25/01/2021
Me respeita,
Porque tive peito de me buscar, de me entender, de me aceitar...
E me buscando, achei a bruxa...
Sobrevivendo muito abaixo dessa crosta de aparências, de performances de papéis femininos, tão frágeis quanto esmagadores...
Sobrevivendo onde sopram os ventos divinos...
Dentro e fora...espiralando e circulando...e em meio à eles, ela dança!
E eu, sentindo todo esse movimento...
Por vezes assombrada,
Por outras, grata...
Pela ausência da condição de comodidade...
Sabendo, simplesmente por saber, que é nas profundezas de tudo que há de mais sagrado onde ainda uma bruxa consegue respirar...
Me respeita, porque bruxas vão bem além das vassouras, dos chapéus pontudos e do ar cinematográfico...
Mulheres curiosas, entranhadas às massas, estudando, refletindo, pulando fora de lendas, questionando ídolos, desbancando mestres, conectando-se às gentes, impregnando-se dos cheiros e gostos, sorvendo pensamentos e sentimentos, somando-se às misturas e culturas,
À vida, sem subterfúgios...
Transitando entre mundos, externa e internamente...
Rodopiando com seus medos...
Pois o velho caldeirão fumega dentro delas, esse símbolo sim, persiste!
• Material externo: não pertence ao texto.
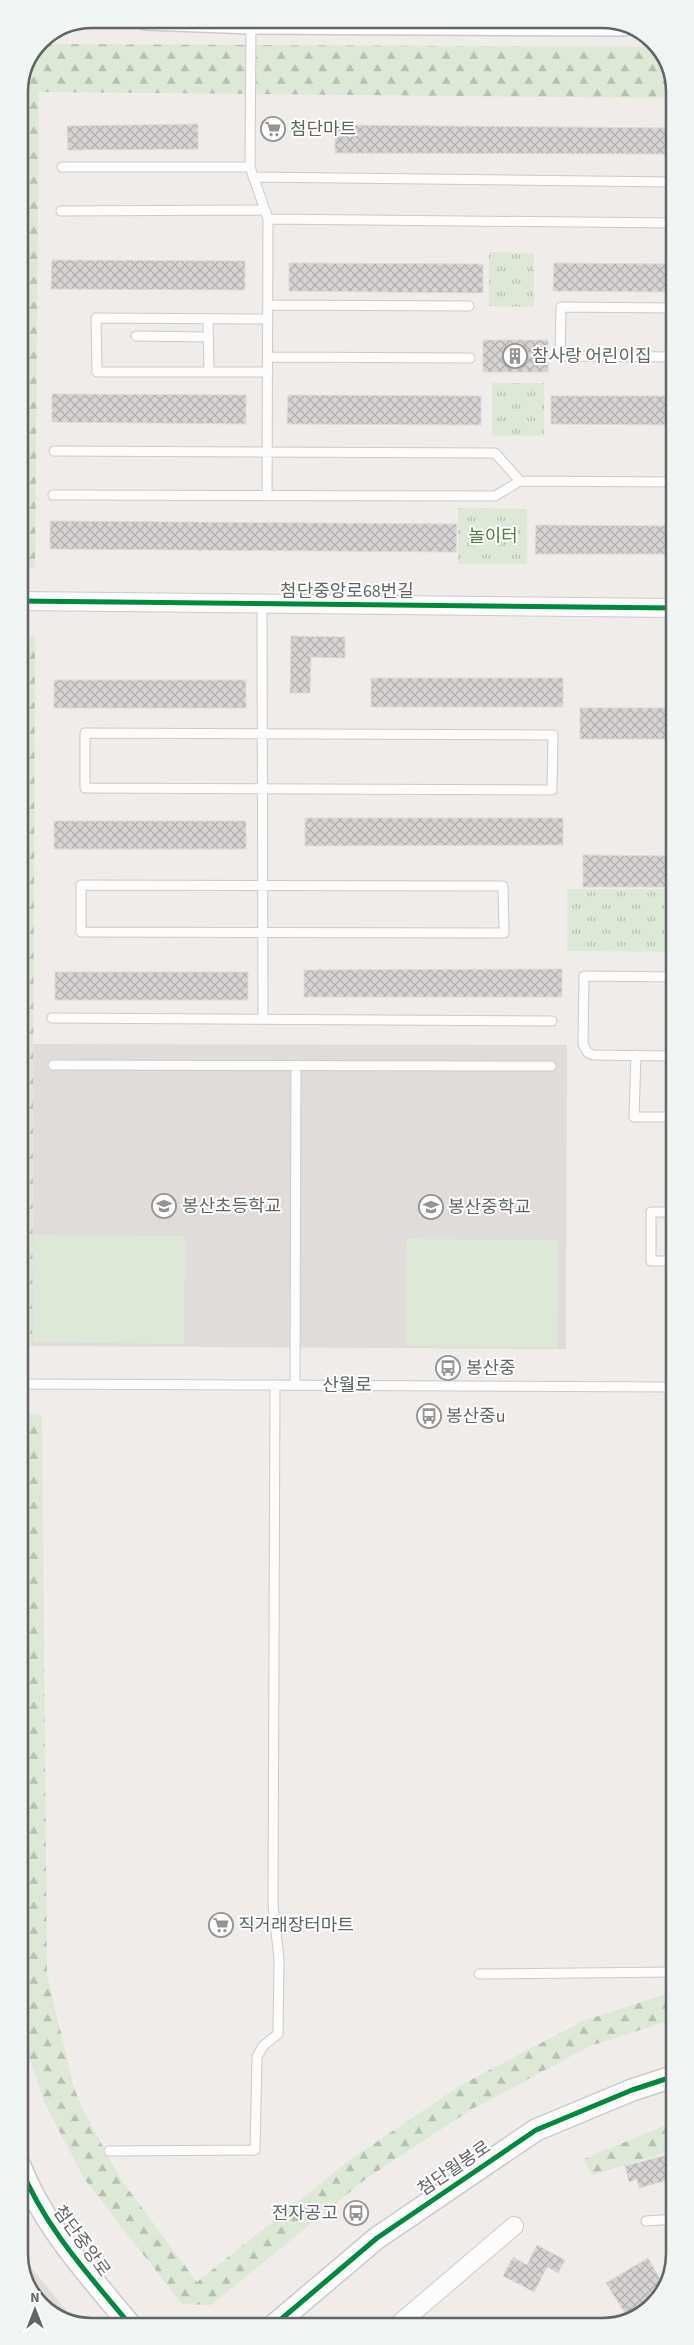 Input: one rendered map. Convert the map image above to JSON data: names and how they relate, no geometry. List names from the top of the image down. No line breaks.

Dele fazemos questão! É da essência...
É o que nos faz o que somos...
Me respeita, porque bruxas rezam!
Abençoam...
Rezam com o olhar, rezam com os ouvidos, rezam com a razão e com o coração, dia e noite...
Rezam entre o fiar das horas, metidas em suas lidas, ocupadas nas crias, nos fazeres, nos saberes...
Rezam rindo, rezam chorando, rezam vivendo e rezam morrendo, vivendo e morrendo, vivendo e morrendo...
Enquanto cuidam de suas coisas, e das de todo mundo, porque essa é sua sina...
E amaldiçoam...
Tudo que nos priva da liberdade de nos buscarmos até nos acharmos realmente...
Esse tudo que traz miséria e é imposto como salvação.
Sagrada e profana bruxa!
Me respeita, porque bruxa é a mulher que ensina.
Que faz.
Que inspira.
Independente se é velha, moça ou menina...
Depende só se traz consigo aquela inquietação...
Aquela agonia que dentro da gente faz turbilhão...
Um desassossego sem co***lo, sem rédea...
Parecendo que tem um bicho...
Uivando sem fim dentro da gente...
O meu mundo, és o mesmo teu!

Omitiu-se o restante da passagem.